Report, as a bare number, how many lines of the material below contain the word "overflow".
*** Block opens ***
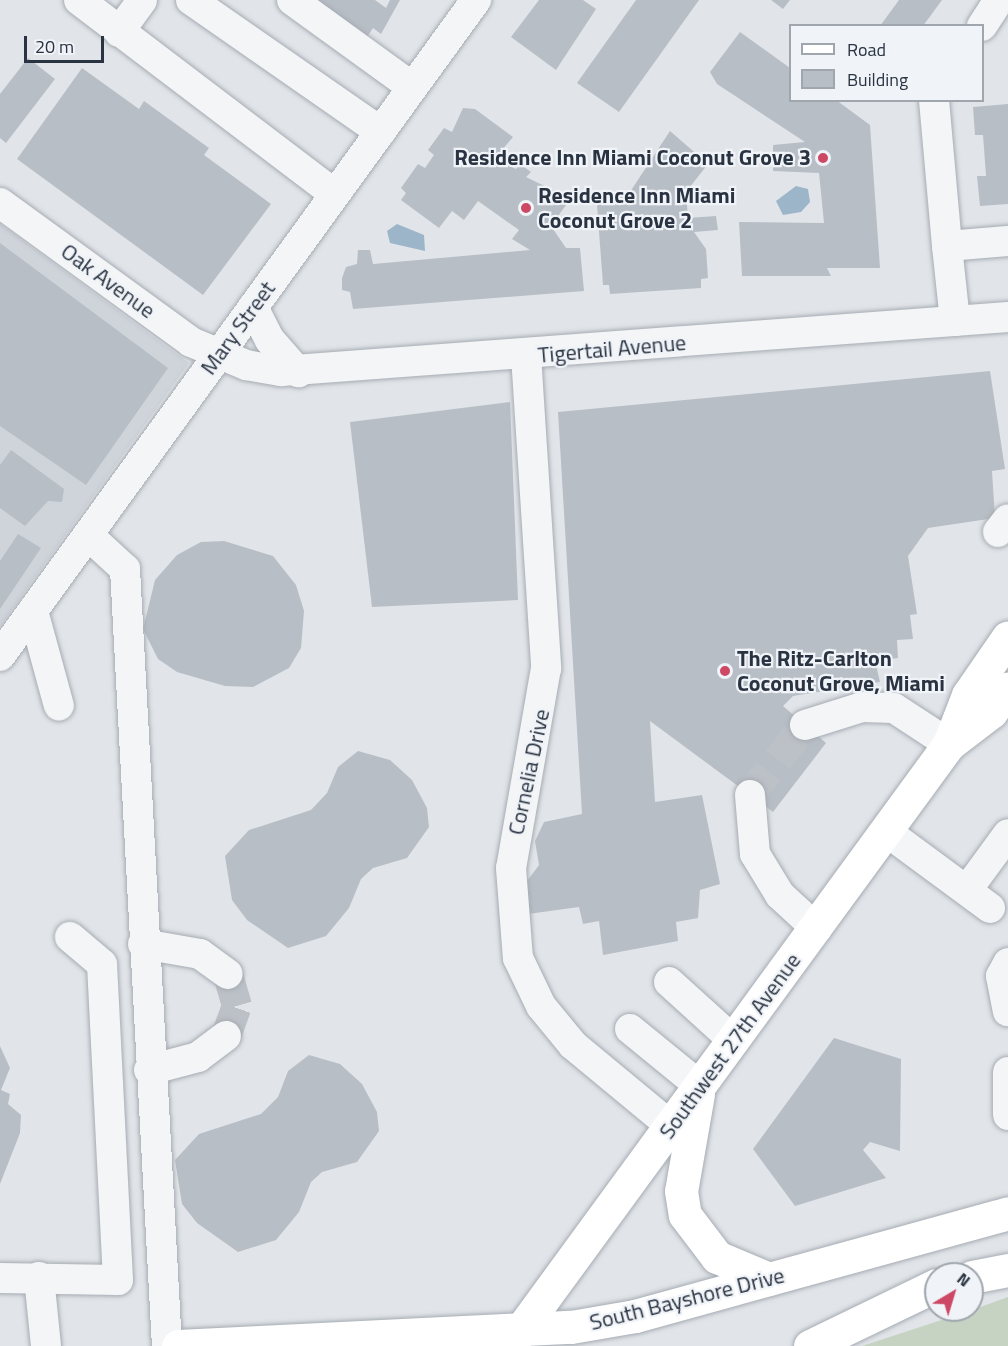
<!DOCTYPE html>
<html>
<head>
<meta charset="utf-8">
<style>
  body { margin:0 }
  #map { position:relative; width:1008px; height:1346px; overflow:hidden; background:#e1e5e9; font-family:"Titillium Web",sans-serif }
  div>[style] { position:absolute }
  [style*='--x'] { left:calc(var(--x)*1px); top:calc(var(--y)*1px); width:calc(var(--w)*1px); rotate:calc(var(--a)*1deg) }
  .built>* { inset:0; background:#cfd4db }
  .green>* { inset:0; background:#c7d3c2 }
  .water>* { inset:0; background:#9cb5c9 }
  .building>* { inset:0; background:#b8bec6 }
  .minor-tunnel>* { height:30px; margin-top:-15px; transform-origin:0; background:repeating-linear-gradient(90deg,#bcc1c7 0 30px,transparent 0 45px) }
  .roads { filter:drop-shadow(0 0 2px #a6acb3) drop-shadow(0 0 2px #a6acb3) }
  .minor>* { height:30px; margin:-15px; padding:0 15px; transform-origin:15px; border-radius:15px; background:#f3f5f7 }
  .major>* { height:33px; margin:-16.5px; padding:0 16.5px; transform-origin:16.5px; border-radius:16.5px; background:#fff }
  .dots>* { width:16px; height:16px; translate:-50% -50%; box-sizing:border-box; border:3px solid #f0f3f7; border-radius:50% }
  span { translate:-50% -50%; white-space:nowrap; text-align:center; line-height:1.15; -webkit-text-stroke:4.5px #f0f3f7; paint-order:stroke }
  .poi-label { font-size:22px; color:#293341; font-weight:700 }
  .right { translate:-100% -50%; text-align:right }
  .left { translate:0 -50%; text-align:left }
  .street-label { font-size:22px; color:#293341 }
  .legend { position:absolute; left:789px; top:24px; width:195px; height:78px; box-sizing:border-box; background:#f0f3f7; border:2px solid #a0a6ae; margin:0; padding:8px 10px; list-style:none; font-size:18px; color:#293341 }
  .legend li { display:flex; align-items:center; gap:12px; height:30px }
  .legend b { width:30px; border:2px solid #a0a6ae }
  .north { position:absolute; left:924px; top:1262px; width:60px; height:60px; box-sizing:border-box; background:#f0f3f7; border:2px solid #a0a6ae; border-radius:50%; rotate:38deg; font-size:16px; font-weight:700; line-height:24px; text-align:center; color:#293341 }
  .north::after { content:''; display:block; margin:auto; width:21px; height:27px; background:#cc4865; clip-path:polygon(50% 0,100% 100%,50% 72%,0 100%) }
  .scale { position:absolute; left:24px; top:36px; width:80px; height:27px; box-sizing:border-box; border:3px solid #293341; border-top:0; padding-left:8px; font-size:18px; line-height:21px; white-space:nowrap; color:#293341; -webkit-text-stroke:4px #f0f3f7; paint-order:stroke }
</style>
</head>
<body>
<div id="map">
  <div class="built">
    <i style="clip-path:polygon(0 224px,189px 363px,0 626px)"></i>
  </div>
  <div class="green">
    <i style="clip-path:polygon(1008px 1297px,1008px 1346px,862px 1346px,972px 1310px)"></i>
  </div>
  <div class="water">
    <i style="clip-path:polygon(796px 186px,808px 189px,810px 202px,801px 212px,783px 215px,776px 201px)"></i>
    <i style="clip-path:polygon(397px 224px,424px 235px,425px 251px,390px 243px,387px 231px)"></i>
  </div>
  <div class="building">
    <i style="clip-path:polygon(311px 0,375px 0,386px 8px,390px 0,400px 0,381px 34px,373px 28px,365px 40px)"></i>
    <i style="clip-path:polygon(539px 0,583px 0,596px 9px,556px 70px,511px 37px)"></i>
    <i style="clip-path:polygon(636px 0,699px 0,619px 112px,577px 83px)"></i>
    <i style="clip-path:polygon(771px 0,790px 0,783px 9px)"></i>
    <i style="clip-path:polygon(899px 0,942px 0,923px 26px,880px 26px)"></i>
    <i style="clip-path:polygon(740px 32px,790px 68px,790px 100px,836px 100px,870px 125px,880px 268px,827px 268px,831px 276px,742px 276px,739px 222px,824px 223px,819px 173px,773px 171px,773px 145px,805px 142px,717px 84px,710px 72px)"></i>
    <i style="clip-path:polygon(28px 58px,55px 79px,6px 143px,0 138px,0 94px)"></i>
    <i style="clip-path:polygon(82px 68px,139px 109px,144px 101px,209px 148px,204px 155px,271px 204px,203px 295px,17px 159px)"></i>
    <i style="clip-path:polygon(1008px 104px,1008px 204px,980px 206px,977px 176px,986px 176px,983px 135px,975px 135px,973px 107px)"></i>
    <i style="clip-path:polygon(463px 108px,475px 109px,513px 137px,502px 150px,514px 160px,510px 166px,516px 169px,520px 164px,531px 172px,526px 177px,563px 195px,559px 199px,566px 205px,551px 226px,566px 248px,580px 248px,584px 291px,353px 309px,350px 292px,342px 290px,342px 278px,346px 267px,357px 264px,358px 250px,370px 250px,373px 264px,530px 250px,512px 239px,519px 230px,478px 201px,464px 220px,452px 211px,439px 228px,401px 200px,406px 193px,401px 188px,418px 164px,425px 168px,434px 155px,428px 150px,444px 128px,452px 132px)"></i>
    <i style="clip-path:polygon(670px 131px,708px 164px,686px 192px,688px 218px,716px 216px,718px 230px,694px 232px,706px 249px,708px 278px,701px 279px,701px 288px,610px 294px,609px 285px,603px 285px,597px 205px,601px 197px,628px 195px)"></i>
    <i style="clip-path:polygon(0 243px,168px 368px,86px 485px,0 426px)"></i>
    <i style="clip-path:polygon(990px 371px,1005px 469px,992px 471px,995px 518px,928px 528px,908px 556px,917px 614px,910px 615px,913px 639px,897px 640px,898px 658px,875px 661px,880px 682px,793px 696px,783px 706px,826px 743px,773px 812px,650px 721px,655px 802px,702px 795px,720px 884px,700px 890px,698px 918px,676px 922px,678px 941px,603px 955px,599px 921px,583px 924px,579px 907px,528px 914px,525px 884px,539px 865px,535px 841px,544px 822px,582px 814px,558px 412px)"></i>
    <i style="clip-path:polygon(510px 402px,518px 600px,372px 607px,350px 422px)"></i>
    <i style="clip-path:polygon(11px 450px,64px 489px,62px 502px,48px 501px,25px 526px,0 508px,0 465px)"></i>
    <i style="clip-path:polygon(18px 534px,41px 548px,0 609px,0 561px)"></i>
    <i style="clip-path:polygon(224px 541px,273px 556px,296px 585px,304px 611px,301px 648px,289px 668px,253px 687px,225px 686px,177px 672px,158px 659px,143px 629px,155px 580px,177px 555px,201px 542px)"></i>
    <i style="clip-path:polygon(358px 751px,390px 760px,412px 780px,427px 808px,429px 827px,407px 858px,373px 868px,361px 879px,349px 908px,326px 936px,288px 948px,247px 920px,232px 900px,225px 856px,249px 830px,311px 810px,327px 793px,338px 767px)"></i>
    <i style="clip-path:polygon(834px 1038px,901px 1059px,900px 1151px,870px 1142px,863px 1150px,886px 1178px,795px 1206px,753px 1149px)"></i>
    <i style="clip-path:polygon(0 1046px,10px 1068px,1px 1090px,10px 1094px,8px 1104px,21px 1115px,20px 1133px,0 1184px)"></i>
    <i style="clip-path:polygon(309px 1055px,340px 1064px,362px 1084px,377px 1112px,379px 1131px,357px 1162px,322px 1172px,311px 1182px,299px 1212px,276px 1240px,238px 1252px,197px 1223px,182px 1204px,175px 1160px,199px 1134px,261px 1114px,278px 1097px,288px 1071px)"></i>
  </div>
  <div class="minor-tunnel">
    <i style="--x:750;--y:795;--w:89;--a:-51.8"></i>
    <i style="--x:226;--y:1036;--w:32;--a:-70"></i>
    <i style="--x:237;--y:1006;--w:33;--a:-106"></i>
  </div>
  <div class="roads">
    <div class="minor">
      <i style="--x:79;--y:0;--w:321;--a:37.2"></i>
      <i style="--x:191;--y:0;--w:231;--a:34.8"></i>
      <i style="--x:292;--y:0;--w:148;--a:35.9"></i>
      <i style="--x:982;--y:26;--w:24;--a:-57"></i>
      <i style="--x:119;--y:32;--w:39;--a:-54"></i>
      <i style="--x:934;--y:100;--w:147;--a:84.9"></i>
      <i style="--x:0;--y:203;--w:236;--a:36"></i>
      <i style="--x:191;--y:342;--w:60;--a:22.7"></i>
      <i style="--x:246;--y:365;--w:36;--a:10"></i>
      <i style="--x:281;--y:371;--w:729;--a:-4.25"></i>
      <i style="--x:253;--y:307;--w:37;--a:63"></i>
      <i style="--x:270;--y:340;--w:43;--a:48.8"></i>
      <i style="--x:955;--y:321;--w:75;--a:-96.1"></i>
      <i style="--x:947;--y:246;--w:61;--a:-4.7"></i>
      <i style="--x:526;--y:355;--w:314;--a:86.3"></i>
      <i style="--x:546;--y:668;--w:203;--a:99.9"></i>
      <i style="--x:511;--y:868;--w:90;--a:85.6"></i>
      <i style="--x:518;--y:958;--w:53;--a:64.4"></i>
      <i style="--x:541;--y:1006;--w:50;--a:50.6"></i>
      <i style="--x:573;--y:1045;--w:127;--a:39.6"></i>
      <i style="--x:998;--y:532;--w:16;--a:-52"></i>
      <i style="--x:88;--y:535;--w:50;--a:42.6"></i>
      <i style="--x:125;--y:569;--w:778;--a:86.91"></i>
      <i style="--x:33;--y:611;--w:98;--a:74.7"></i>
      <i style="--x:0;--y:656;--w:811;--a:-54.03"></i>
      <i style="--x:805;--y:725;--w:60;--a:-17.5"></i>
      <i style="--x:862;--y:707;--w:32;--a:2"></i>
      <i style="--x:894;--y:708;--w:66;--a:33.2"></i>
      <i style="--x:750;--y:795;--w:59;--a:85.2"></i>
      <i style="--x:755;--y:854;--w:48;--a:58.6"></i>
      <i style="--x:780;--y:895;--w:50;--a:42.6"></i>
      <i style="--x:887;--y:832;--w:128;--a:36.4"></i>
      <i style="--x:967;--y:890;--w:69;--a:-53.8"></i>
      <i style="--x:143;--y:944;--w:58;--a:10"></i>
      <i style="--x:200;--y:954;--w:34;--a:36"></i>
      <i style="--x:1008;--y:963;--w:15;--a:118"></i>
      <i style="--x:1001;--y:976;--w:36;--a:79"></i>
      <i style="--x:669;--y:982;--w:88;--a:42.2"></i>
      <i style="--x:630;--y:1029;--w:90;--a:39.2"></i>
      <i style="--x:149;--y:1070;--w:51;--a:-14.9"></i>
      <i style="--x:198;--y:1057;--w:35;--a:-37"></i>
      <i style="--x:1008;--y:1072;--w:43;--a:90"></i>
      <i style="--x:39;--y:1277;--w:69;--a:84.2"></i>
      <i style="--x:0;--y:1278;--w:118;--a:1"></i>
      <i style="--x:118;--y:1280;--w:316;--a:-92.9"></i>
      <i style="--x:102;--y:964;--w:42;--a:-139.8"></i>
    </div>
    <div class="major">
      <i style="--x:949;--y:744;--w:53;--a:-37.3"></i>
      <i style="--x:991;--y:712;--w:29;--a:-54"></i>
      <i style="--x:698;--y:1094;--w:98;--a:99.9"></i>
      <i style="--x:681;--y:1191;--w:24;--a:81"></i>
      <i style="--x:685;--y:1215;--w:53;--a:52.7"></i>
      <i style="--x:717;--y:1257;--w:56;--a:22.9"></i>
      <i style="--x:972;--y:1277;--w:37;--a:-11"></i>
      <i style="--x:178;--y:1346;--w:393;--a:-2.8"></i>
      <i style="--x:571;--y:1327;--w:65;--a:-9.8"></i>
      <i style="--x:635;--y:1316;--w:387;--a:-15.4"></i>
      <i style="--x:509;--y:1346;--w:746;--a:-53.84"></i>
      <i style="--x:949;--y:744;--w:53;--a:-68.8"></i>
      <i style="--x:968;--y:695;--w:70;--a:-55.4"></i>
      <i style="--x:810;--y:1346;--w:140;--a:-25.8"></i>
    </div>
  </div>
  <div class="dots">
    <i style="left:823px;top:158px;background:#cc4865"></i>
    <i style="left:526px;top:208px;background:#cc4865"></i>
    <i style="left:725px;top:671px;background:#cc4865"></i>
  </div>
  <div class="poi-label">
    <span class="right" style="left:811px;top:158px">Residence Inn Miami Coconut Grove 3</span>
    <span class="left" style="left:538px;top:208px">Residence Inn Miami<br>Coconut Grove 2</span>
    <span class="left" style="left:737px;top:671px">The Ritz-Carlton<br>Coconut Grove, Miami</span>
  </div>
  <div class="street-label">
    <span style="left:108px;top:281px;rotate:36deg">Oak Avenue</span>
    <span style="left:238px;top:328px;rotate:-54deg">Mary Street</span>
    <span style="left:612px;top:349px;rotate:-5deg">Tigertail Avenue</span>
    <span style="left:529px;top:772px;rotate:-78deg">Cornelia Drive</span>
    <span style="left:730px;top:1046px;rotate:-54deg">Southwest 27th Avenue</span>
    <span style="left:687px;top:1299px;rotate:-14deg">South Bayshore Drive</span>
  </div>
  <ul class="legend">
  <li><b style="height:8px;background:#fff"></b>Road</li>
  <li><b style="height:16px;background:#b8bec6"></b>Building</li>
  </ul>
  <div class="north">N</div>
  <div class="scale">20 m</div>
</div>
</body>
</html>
*** Block closes ***
*** Block opens ***
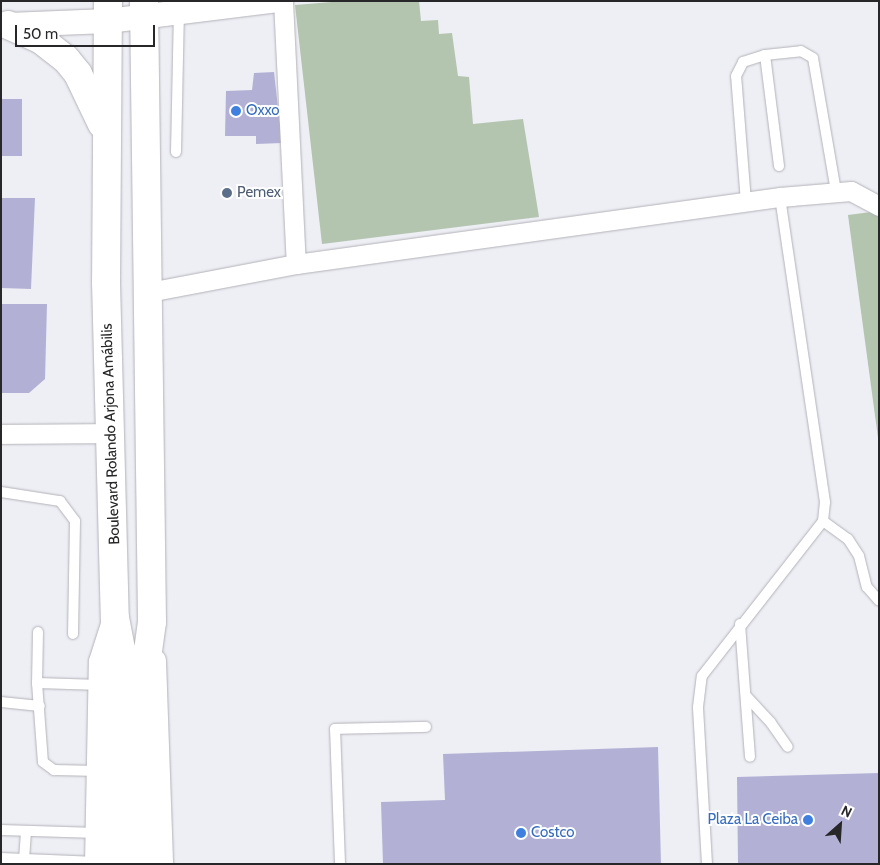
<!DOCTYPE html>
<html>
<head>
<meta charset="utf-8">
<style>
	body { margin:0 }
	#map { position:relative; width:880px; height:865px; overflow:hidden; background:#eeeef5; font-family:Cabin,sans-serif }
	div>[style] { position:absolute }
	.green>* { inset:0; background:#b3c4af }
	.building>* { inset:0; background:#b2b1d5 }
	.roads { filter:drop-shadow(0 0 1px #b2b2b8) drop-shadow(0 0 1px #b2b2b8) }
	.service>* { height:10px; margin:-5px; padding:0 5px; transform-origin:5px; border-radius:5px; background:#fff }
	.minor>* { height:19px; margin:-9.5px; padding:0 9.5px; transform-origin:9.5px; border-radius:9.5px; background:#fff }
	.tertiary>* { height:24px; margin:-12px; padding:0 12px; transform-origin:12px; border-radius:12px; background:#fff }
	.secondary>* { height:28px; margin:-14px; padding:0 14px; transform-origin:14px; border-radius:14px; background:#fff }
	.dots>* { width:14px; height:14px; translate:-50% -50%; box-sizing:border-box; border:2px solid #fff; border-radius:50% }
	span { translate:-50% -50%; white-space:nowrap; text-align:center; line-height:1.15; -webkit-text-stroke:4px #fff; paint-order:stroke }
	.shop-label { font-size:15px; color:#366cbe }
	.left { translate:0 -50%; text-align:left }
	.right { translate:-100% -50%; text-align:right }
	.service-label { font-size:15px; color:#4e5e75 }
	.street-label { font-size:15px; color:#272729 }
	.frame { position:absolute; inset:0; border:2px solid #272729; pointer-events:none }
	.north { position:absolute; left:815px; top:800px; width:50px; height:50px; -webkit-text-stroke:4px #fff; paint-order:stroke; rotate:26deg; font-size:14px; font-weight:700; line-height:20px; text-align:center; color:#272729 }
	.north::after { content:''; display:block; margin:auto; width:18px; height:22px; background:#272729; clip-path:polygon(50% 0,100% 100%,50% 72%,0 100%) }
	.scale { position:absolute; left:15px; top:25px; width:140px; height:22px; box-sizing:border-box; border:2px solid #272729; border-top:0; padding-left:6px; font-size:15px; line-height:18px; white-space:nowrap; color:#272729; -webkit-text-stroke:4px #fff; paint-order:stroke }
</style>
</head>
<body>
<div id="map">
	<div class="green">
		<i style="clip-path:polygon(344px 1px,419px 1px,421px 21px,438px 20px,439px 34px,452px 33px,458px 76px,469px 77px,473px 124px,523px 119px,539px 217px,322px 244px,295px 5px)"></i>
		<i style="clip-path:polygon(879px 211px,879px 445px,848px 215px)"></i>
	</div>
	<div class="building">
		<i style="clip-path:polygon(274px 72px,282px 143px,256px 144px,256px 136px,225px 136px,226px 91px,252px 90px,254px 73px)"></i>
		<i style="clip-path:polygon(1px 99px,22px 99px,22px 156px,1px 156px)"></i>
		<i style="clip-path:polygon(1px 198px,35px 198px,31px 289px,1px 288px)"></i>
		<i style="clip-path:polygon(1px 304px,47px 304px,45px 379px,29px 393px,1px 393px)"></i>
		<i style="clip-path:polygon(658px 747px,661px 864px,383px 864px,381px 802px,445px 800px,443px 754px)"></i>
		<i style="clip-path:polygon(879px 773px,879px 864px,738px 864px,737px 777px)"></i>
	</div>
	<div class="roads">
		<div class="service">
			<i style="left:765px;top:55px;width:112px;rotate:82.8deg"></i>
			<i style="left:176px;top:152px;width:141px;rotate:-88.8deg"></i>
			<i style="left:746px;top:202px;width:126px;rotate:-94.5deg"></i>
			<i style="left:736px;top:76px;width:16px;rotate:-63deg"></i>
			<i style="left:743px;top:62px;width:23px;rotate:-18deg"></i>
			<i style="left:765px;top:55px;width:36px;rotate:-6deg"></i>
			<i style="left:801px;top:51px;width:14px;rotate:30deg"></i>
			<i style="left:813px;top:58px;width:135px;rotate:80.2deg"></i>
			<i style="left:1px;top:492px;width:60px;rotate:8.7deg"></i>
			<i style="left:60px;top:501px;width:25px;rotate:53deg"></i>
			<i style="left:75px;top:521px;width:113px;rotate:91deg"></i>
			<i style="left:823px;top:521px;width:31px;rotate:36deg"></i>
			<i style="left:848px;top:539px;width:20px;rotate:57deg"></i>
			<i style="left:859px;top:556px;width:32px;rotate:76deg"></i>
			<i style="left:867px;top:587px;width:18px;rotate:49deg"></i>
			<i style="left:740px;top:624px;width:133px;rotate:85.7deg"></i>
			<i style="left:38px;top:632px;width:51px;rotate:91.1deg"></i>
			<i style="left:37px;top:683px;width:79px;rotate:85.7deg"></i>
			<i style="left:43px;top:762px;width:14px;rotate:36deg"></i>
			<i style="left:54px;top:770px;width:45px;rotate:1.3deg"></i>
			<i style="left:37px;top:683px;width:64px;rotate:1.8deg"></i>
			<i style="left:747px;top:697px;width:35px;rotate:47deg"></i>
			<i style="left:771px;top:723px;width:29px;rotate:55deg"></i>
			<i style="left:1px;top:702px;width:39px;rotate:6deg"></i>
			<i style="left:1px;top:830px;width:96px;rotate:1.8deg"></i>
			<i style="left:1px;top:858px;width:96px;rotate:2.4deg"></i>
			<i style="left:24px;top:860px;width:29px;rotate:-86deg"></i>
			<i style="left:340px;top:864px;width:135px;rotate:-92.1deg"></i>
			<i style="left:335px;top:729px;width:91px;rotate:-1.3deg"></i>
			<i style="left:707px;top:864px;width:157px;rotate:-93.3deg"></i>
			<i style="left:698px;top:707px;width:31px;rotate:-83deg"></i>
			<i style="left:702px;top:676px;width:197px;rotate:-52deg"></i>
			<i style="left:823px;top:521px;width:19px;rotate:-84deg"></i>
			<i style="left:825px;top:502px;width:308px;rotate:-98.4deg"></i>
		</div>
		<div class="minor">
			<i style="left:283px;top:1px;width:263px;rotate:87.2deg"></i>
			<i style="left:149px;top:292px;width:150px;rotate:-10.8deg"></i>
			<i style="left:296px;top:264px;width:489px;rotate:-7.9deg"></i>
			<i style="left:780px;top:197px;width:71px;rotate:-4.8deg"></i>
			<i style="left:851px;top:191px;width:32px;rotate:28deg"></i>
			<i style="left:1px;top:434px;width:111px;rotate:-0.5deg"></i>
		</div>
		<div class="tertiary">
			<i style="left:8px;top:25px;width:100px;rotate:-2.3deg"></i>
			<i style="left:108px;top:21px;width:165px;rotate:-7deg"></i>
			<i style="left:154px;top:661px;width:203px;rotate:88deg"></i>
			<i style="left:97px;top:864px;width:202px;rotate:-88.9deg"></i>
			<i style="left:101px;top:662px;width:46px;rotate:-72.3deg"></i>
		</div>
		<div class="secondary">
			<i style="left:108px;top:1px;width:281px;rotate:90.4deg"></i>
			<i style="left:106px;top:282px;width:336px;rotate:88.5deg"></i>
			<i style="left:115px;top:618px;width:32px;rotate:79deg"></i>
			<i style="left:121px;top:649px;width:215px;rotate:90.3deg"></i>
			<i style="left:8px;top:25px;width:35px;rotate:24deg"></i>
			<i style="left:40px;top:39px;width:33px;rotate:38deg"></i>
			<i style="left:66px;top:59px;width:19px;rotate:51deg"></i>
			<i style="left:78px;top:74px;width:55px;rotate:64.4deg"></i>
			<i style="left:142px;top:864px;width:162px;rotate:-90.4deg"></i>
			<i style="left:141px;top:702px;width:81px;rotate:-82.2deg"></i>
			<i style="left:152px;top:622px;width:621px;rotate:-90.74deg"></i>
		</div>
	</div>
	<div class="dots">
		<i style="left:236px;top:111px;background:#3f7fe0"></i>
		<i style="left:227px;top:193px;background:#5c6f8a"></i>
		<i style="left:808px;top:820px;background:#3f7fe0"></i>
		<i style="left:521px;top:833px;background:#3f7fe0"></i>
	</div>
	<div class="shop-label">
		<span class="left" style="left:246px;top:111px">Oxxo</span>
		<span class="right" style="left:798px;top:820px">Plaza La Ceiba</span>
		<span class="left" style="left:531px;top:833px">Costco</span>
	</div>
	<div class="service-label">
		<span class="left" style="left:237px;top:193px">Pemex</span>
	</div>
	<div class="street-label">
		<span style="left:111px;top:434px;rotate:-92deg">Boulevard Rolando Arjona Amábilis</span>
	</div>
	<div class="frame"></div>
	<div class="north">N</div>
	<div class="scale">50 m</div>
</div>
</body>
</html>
*** Block closes ***
=== TASK RESULT ===
2